Design of a Next-Generation Regional Weather Research and Forecast Model
J. Michalakes2, J. Dudhia1, D. Gill1, J. Klemp1, W. Skamarock1
Mesoscale and Microscale Meteorology Division
National Center for Atmospheric Research
Boulder, Colorado 80307 U.S.A.
Mathematics and Computer Science Division
Argonne National Laboratory
Chicago, Illinois 60439 U.S.A.
+1 303 497-8199
The Weather Research and Forecast (WRF) model is a new model development effort undertaken jointly by the National Center for Atmospheric Research (NCAR), the National Oceanic and Atmospheric Administration (NOAA), and a number of collaborating institutions and university scientists. The model is intended for use by operational NWP and university research communities, providing a common framework for idealized dynamical studies, full physics numerical weather prediction, air-quality simulation, and regional climate. It will eventually supersede large, well-established but aging regional models now maintained by the participating institutions. The WRF effort includes re-engineering the underlying software architecture to produce a modular, flexible code designed from the outset to provide portable performance across diverse computing architectures. This paper outlines key elements of the WRF software design.
The Weather Research and Forecast (WRF) model is a joint development effort between the National Center for Atmospheric Research (NCAR), the Forecast Systems Laboratory and the National Centers for Environmental Prediction of the National Oceanic and Atmospheric Administration (FSL, NCEP/NOAA), and the Center for Analysis and Prediction of Storms (CAPS) at the University of Oklahoma, with collaboration from scientists at a number of other universities. The model will provide a common framework for both research and operational numerical weather prediction. The WRF will be a completely redesigned code, targeted for the 1-10 km grid-scale and intended for operational weather forecasting, regional climate prediction, air-quality simulation, and idealized dynamical studies. Conditional on its merits, it will be a prime candidate to eventually supercede large, well-established but aging existing models such as the PSU/NCAR Mesoscale Model (MM5) at NCAR, the ETA model at NCEP, and the RUC system of NOAA/FSL. Collaborating institutions are interacting extensively on dynamical core and grid structure; physical parameterizations, including land-surface processes; initialization from gridded fields; data assimilation; post processing and graphics; real-time operational testing; and software architecture and portability.

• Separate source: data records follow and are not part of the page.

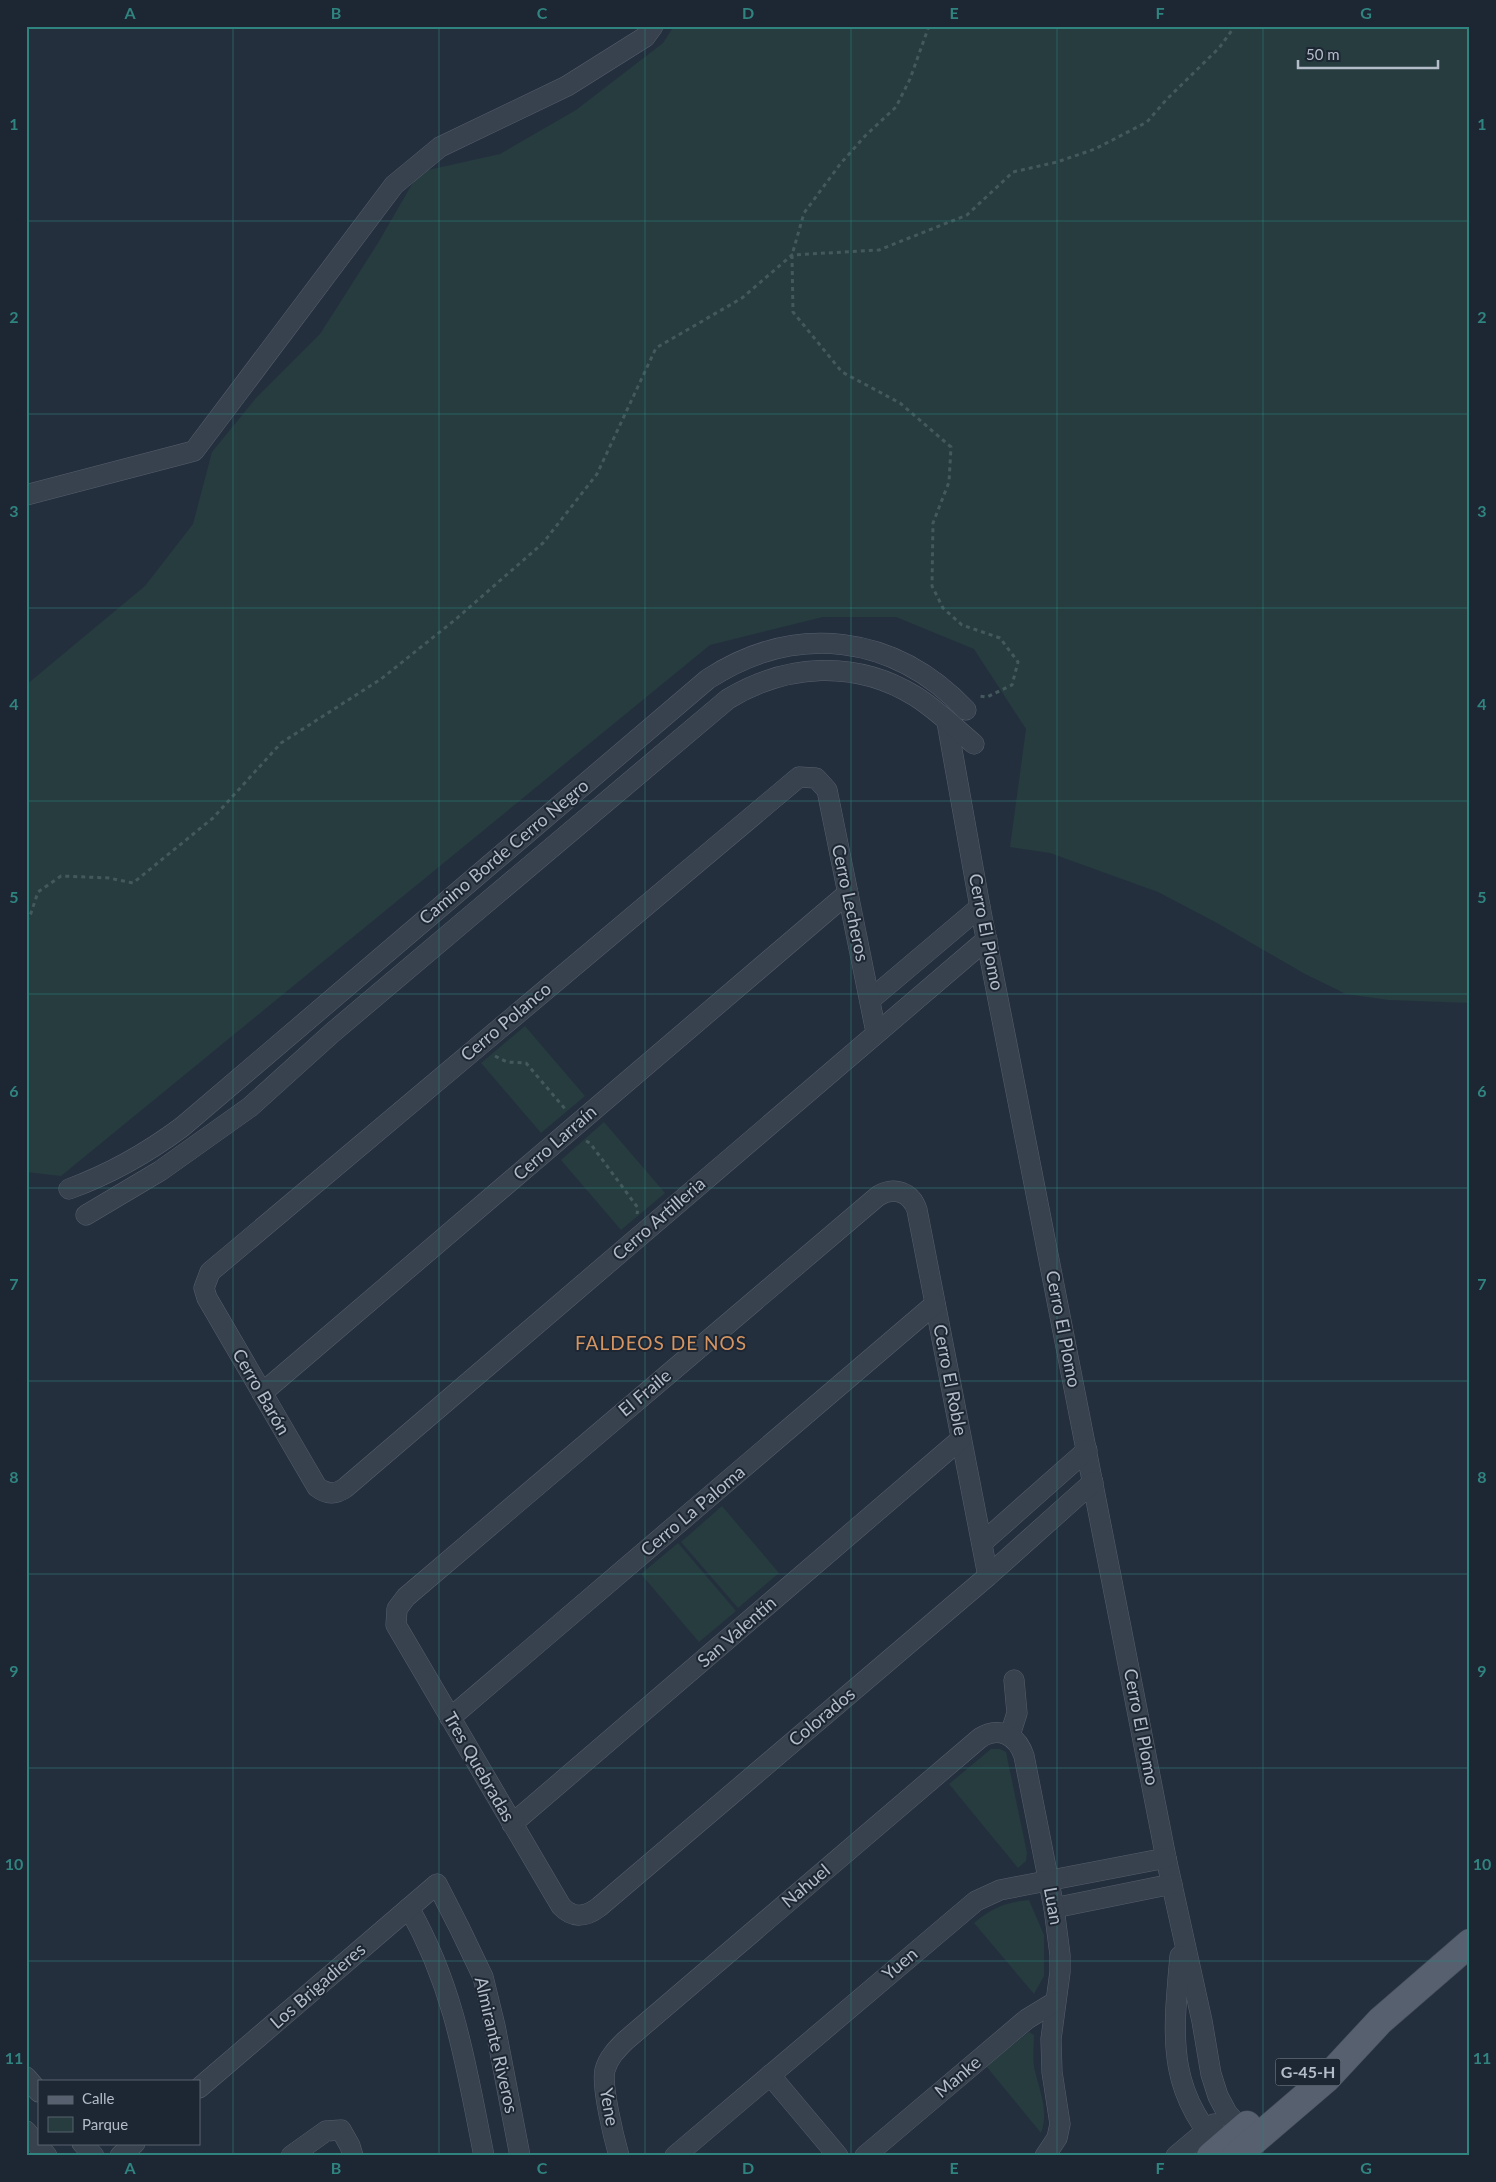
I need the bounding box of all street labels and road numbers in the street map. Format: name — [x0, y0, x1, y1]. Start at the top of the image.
street label: Camino Borde Cerro Negro — [414, 774, 593, 929]
street label: Cerro Lecheros — [828, 842, 874, 964]
street label: Cerro El Plomo — [965, 872, 1009, 992]
street label: Cerro Polanco — [456, 977, 555, 1065]
street label: Cerro Larraín — [508, 1100, 601, 1184]
street label: Cerro Artilleria — [607, 1172, 709, 1265]
street label: Cerro El Plomo — [1042, 1269, 1086, 1389]
street label: Cerro El Roble — [929, 1322, 973, 1437]
street label: Cerro Barón — [228, 1345, 295, 1438]
street label: El Fraile — [614, 1364, 675, 1421]
street label: Cerro La Paloma — [636, 1460, 749, 1560]
street label: San Valentín — [692, 1591, 780, 1671]
street label: Cerro El Plomo — [1120, 1667, 1164, 1787]
street label: Colorados — [784, 1682, 859, 1750]
street label: Tres Quebradas — [440, 1708, 520, 1825]
street label: Nahuel — [777, 1859, 834, 1912]
street label: Luan — [1040, 1885, 1068, 1926]
street label: Los Brigadieres — [265, 1938, 370, 2033]
street label: Yuen — [877, 1942, 921, 1984]
street label: Almirante Riveros — [471, 1974, 523, 2115]
street label: Manke — [930, 2051, 985, 2102]
road number: G-45-H — [1276, 2058, 1340, 2086]
street label: Yene — [596, 2086, 624, 2128]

While specifics of the WRF architecture are subject to continued discussion and debate by scientists and software engineers at the participating institutions, consensus exists that WRF should be a modular, flexible, maintainable and extensible code designed to provide portable performance on diverse computing architectures. With the intent of stimulating further discussion toward a comprehensive WRF design, this paper describes the software architecture and other features of a prototype code now under development at NCAR.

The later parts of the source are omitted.